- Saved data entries
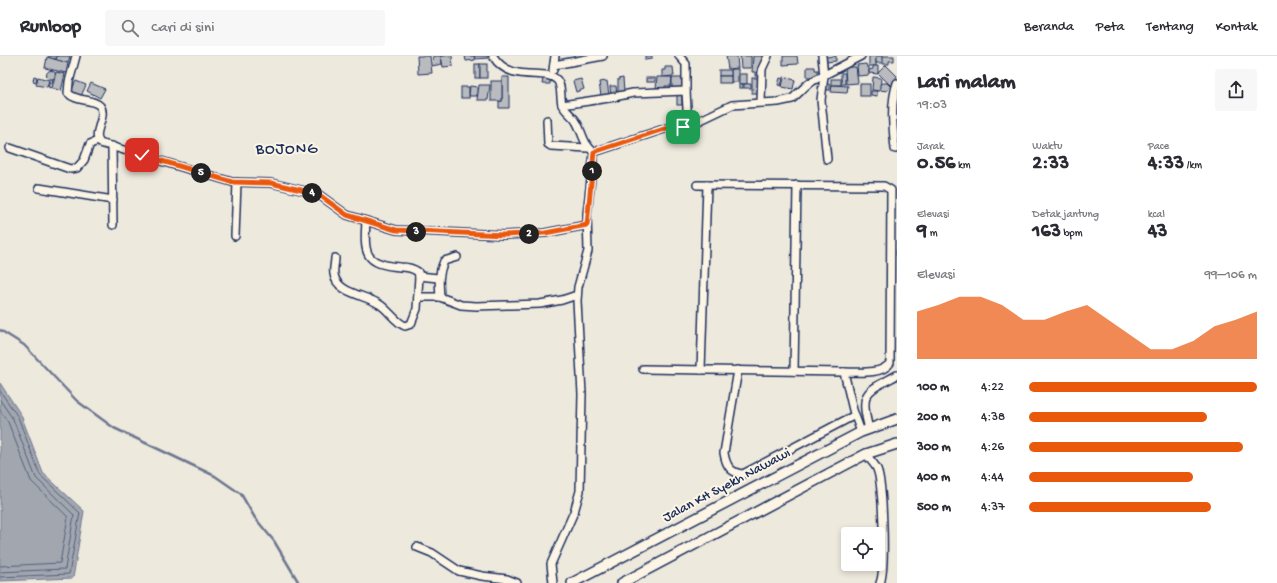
<!DOCTYPE html>
<html lang="id">
<head>
<meta charset="utf-8">
<style>
  body { margin:0; font-family:"Gochi Hand",sans-serif; background:#f7f7f7; color:#2b2b33; height:100vh; display:flex; flex-direction:column; font-size:15px; white-space:nowrap }
  * { box-sizing:border-box; margin:0 }
  p { font-size:13px; color:#7c7c81 }
  .icon { flex:none; width:22px; height:22px; fill:none; stroke:currentColor; stroke-width:2; stroke-linecap:round; stroke-linejoin:round }
  .map { position:relative; flex:1; overflow:hidden }
  .side { display:flex; flex-direction:column; background:#fff; width:380px }
  .side>* { flex:none }
  .fabs { position:absolute; left:841px; top:471px; display:grid; gap:8px }
  .fabs a { display:grid; place-items:center; width:44px; height:44px; border-radius:4px; background:#fff; box-shadow:0 2px 6px #0003; font-size:20px }
  .pin { position:absolute; display:grid; place-items:center; width:34px; height:34px; color:#fff; margin:-17px; border-radius:8px; box-shadow:0 2px 6px #0006 }
  .km { position:absolute; width:20px; height:20px; margin:-10px; border-radius:50%; background:#222; color:#fff; font-size:11px; line-height:20px; text-align:center }
  .round { display:grid; place-items:center; flex:none; width:42px; height:42px; border-radius:4px; background:#f7f7f7 }
  .summary { display:flex; align-items:center; justify-content:space-between; height:68px; padding:0 20px }
  h1 { font-size:22px; font-weight:700; line-height:30px }
  .stats { display:grid; grid-template-columns:repeat(3,1fr); gap:6px; height:68px; padding:4px 20px }
  .stats div { display:grid; align-content:center }
  .stats b { font-size:20px; font-weight:700 }
  .stats small { font-size:11px; font-weight:400 }
  .stats p { font-size:11px }
  .chart { height:112px; padding:8px 20px }
  .chart p { display:flex; justify-content:space-between }
  .chart svg { width:100%; height:72px; margin-top:4px; fill:#ea580c; opacity:.7 }
  ul { padding:0 20px; list-style:none; font-size:13px }
  li { display:grid; grid-template-columns:64px 48px 1fr; align-items:center; height:30px }
  li i { height:10px; border-radius:5px; background:#ea580c }
  header { display:flex; align-items:center; gap:24px; box-sizing:border-box; height:56px; padding:0 20px; background:#fff; border-bottom:1px solid #e1e1e2 }
  header strong { font-size:19px }
  nav { display:flex; gap:22px; margin-inline-start:auto; font-size:14px }
  .search { width:280px; height:36px; background:#f7f7f7; display:flex; align-items:center; gap:10px; box-sizing:border-box; padding:0 14px; border-radius:4px; color:#7c7c81; font-size:15px }
  main { display:flex; flex:1; min-height:0 }
  .map>svg:first-child { display:block }
</style>
</head>
<body>
<header>
<strong>Runloop</strong>
<div class="search"><svg class="icon" aria-label="search" viewBox="0 0 24 24"><circle cx="10" cy="10" r="6"/><path d="M15 15l6 6"/></svg>Cari di sini</div>
<nav><a>Beranda</a><a>Peta</a><a>Tentang</a><a>Kontak</a></nav>
</header>
<main>
<div class="map">
<svg width="897" height="527" viewBox="0 0 897 527">
  <rect width="100%" height="100%" fill="#eee9dd"/>
  <filter id="ink" filterUnits="userSpaceOnUse"><feTurbulence type="fractalNoise" baseFrequency=".025" numOctaves="2"/><feDisplacementMap in="SourceGraphic" scale="8" xChannelSelector="R" yChannelSelector="G"/><feConvolveMatrix kernelMatrix="1 2 1 2 8 2 1 2 1" color-interpolation-filters="sRGB"/></filter>
  <g filter="url(#ink)">
    <!-- water -->
    <polygon fill="#a2a7af" stroke="#6c778f" points="0,327 21,359 43,417 84,455 73,522 0,525"/>
    <g fill="none" stroke-linecap="round" stroke-linejoin="round">
      <!-- shore -->
      <g stroke="#515f7e" stroke-width="1">
        <polyline points="0,335 18,361 40,419 80,457 69,518 0,521"/>
        <polyline points="0,344 13,363 36,422 74,459 65,513 0,516"/>
        <polyline points="0,354 8,366 31,425 68,461 60,507 0,510"/>
      </g>
      <!-- stream -->
      <polyline stroke="#6c778f" stroke-width="2.5" points="0,274 24,289 77,345 114,372 215,420 241,438 255,462 274,485 299,527"/>
    </g>
    <!-- building -->
    <g fill="#babbbe" stroke="#1b2f5e">
      <polygon points="49,0 57,0 56,3 48,2"/>
      <polygon points="57,0 70,0 68,7 56,4"/>
      <polygon points="417,0 430,0 432,17 418,18"/>
      <polygon points="433,0 441,0 442,8 432,10"/>
      <polygon points="441,0 452,0 453,10 443,11"/>
      <polygon points="465,0 474,0 475,4 466,5"/>
      <polygon points="474,0 487,0 488,2 475,3"/>
      <polygon points="645,0 652,0 652,3 645,4"/>
      <polygon points="726,0 737,0 738,12 728,13"/>
      <polygon points="740,0 751,0 751,12 741,12"/>
      <polygon points="753,0 762,0 761,20 755,20 755,16 752,16"/>
      <polygon points="783,0 797,0 798,8 783,9"/>
      <polygon points="836,0 836,5 826,6 826,1"/>
      <rect x="869" y="0" width="7" height="10"/>
      <rect x="876" y="0" width="6" height="7"/>
      <polygon points="883,0 894,0 894,5 889,5 889,8 883,8"/>
      <polygon points="47,1 68,7 66,17 45,12"/>
      <rect x="475" y="8" width="5" height="14"/>
      <rect x="480" y="8" width="7" height="14"/>
      <polygon points="866,8 867,11 869,11 869,19 858,20 857,9"/>
      <polygon points="886,9 897,20 892,31 878,17"/>
      <polygon points="873,10 878,10 878,18 869,17 869,14 873,13"/>
      <polygon points="665,11 673,11 674,20 662,21 662,14 665,14"/>
      <polygon points="807,11 815,11 815,14 818,14 818,19 815,19 815,21 807,21"/>
      <polygon points="845,11 856,11 858,27 846,28"/>
      <rect x="731" y="13" width="7" height="13"/>
      <rect x="719" y="14" width="12" height="6"/>
      <circle cx="51" cy="19" r="4.5"/>
      <polygon points="56,16 65,18 61,35 52,32"/>
      <rect x="841" y="17" width="4" height="11"/>
      <rect x="739" y="18" width="8" height="10"/>
      <polygon points="34,20 37,21 36,26 33,25"/>
      <rect x="719" y="20" width="12" height="7"/>
      <polygon points="38,21 49,24 47,31 36,29"/>
      <polygon points="502,21 509,21 509,52 499,52 499,45 502,45"/>
      <polygon points="657,21 672,21 671,30 665,30 665,33 656,33"/>
      <polygon points="784,21 795,24 793,33 782,31"/>
      <polygon points="873,21 881,22 880,35 872,34"/>
      <polygon points="543,22 550,22 550,28 542,28"/>
      <polygon points="623,22 624,36 618,36 618,23"/>
      <rect x="646" y="22" width="9" height="4"/>
      <rect x="672" y="22" width="11" height="12"/>
      <rect x="752" y="22" width="7" height="15"/>
      <polygon points="780,22 783,23 781,30 778,29"/>
      <polygon points="50,23 53,23 51,32 48,31"/>
      <polygon points="581,23 584,33 576,36 573,25"/>
      <rect x="831" y="23" width="10" height="6"/>
      <polygon points="76,25 86,29 81,40 71,35"/>
      <rect x="491" y="25" width="11" height="20"/>
      <polygon points="607,25 609,39 601,40 599,26"/>
      <polygon points="91,27 105,33 100,42 87,35"/>
      <polygon points="883,27 887,27 890,30 887,35 880,34 880,28"/>
      <rect x="739" y="28" width="4" height="4"/>
      <rect x="744" y="28" width="7" height="4"/>
      <rect x="826" y="28" width="4" height="6"/>
      <rect x="860" y="28" width="10" height="12"/>
      <polygon points="479,29 490,29 488,44 477,44"/>
      <polygon points="832,29 848,30 847,37 831,36"/>
      <polygon points="470,30 477,31 477,40 469,40"/>
      <polygon points="610,30 616,30 617,40 611,41"/>
      <rect x="461" y="31" width="8" height="11"/>
      <polygon points="871,35 877,35 877,40 871,39"/>
      <rect x="677" y="37" width="5" height="12"/>
    </g>
    <g fill="none" stroke-linecap="round" stroke-linejoin="round">
      <!-- minor casing -->
      <g stroke="#1b2f5e" stroke-width="10">
        <g id="minor">
          <path d="M76 0 69 26 68 37C76 46 92 42 100 50 108 61 91 77 100 87L232 126 271 127 318 138 347 159 396 174 504 179 545 177 587 169"/>
          <path d="M493 0C511 29 545 11 557 24 562 29 560 41 562 48 565 56 573 59 577 67 583 78 583 88 594 96L667 72 688 70 732 49 778 46 792 43 809 27 861 0"/>
          <polyline points="679,0 686,8 686,35"/>
          <polyline points="822,0 824,20 821,44 827,103"/>
          <polyline points="554,9 603,0"/>
          <polyline points="553,14 555,0"/>
          <polyline points="761,47 762,13 768,0"/>
          <polyline points="562,49 609,42 633,37 686,35 688,70"/>
          <polyline points="547,64 548,88 551,90 588,92"/>
          <polyline points="112,90 113,169"/>
          <polyline points="10,92 70,113 77,112 84,104 90,88 98,85"/>
          <path d="M895 93C893 72 890 48 897 27"/>
          <path d="M697 129 884 130 891 134 890 307C882 319 857 316 844 316L853 354 861 376"/>
          <polyline points="39,132 113,144"/>
          <polyline points="235,180 237,126"/>
          <path d="M335 202C335 207 333 213 334 218 336 237 366 239 379 248 389 254 394 265 405 270L411 268 417 253 419 220 418 216C413 212 406 211 400 211 364 208 364 198 366 165"/>
          <polyline points="419,220 438,222"/>
          <polyline points="418,241 440,241 461,249 476,250 540,248 562,244 577,239"/>
          <path d="M440 241C439 227 438 218 444 205L457 201"/>
          <polyline points="643,313 844,316"/>
          <polyline points="701,314 707,129"/>
          <path d="M738 314 724 397C726 409 730 417 743 418L855 359"/>
          <polyline points="794,315 797,129"/>
          <path d="M869 373C859 335 866 336 897 319"/>
          <path d="M866 398C869 403 875 408 877 413 883 427 886 513 880 527"/>
          <polyline points="417,491 432,497 459,515 482,520 507,523 517,527"/>
          <polyline points="553,527 551,508 574,456 580,435 582,338 577,245 578,231 588,195 587,158 594,96"/>
        </g>
      </g>
      <!-- major casing -->
      <g stroke="#1b2f5e" stroke-width="12">
        <g id="major">
          <polyline points="572,527 861,376 897,363"/>
          <polyline points="622,527 866,398 897,388"/>
        </g>
      </g>
      <!-- minor -->
      <use href="#minor" stroke="#fcf5e5" stroke-width="7"/>
      <!-- major -->
      <use href="#major" stroke="#fcf5e5" stroke-width="9"/>
    </g>
  </g>
  <g fill="none" stroke-linecap="round" stroke-linejoin="round" filter="url(#ink)">
    <!-- route casing -->
    <g stroke="#fff" stroke-width="8">
      <polyline id="route" points="142,99 232,126 271,127 318,138 347,159 396,174 504,179 545,177 587,169 594,96 667,72 683,71"/>
    </g>
    <!-- route -->
    <use href="#route" stroke="#ea580c" stroke-width="5"/>
  </g>
  <g text-anchor="middle" dominant-baseline="central" stroke-width="4" stroke-linejoin="round" paint-order="stroke">
    <!-- street labels -->
    <g font-size="14" fill="#1b2f5e" stroke="#fcf5e5">
      <text transform="translate(727 430) rotate(-28)">Jalan KH Syekh Nawawi</text>
    </g>
    <!-- quarter labels -->
    <g font-size="16" letter-spacing="1" fill="#1b2f5e" stroke="#fcf5e5">
      <text x="287" y="94">BOJONG</text>
    </g>
  </g>
</svg>
<div class="fabs">
<a><svg class="icon" aria-label="locate" viewBox="0 0 24 24"><circle cx="12" cy="12" r="6"/><path d="M12 2v4M12 18v4M2 12h4M18 12h4"/></svg></a>
</div>
<div class="pin" style="left:683px;top:71px;background:#1e9e55"><svg class="icon" aria-label="arrive" viewBox="0 0 24 24"><path d="M6 21V4h12l-3 4 3 4H6"/></svg></div>
<div class="pin" style="left:142px;top:99px;background:#d93025"><svg class="icon" aria-label="check" viewBox="0 0 24 24"><path d="M5 12l5 5 9-10"/></svg></div>
<b class="km" style="left:592px;top:115px">1</b>
<b class="km" style="left:529px;top:178px">2</b>
<b class="km" style="left:416px;top:176px">3</b>
<b class="km" style="left:312px;top:137px">4</b>
<b class="km" style="left:201px;top:117px">5</b>
</div>
<section class="side">
<div class="summary"><div><h1>Lari malam</h1><p>19:03</p></div><a class="round"><svg class="icon" aria-label="share" viewBox="0 0 24 24"><path d="M12 15V3M7 8l5-5 5 5M5 13v7h14v-7"/></svg></a></div>
<div class="stats">
<div><p>Jarak</p><b>0.56<small> km</small></b></div>
<div><p>Waktu</p><b>2:33</b></div>
<div><p>Pace</p><b>4:33<small> /km</small></b></div>
</div>
<div class="stats">
<div><p>Elevasi</p><b>9<small> m</small></b></div>
<div><p>Detak jantung</p><b>163<small> bpm</small></b></div>
<div><p>kcal</p><b>43</b></div>
</div>
<div class="chart"><p><span>Elevasi</span>99–106 m</p>
<svg viewBox="0 0 160 44" preserveAspectRatio="none"><path d="M0 44V15L10 11L20 6L30 6L40 11L50 20L60 20L70 15L80 11L90 20L100 29L110 38L120 38L130 33L140 24L150 20L160 15V44z"/></svg>
</div>
<ul>
<li><b>100 m</b>4:22<i style="width:100%"></i></li>
<li><b>200 m</b>4:38<i style="width:78%"></i></li>
<li><b>300 m</b>4:26<i style="width:94%"></i></li>
<li><b>400 m</b>4:44<i style="width:72%"></i></li>
<li><b>500 m</b>4:37<i style="width:80%"></i></li>
</ul>
</section>
</main>
</body>
</html>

- What is being asked
Copy out each line of the data in which the word "absolute" appears.

- Answer to the exercise
  .fabs { position:absolute; left:841px; top:471px; display:grid; gap:8px }
  .pin { position:absolute; display:grid; place-items:center; width:34px; height:34px; color:#fff; margin:-17px; border-radius:8px; box-shadow:0 2px 6px #0006 }
  .km { position:absolute; width:20px; height:20px; margin:-10px; border-radius:50%; background:#222; color:#fff; font-size:11px; line-height:20px; text-align:center }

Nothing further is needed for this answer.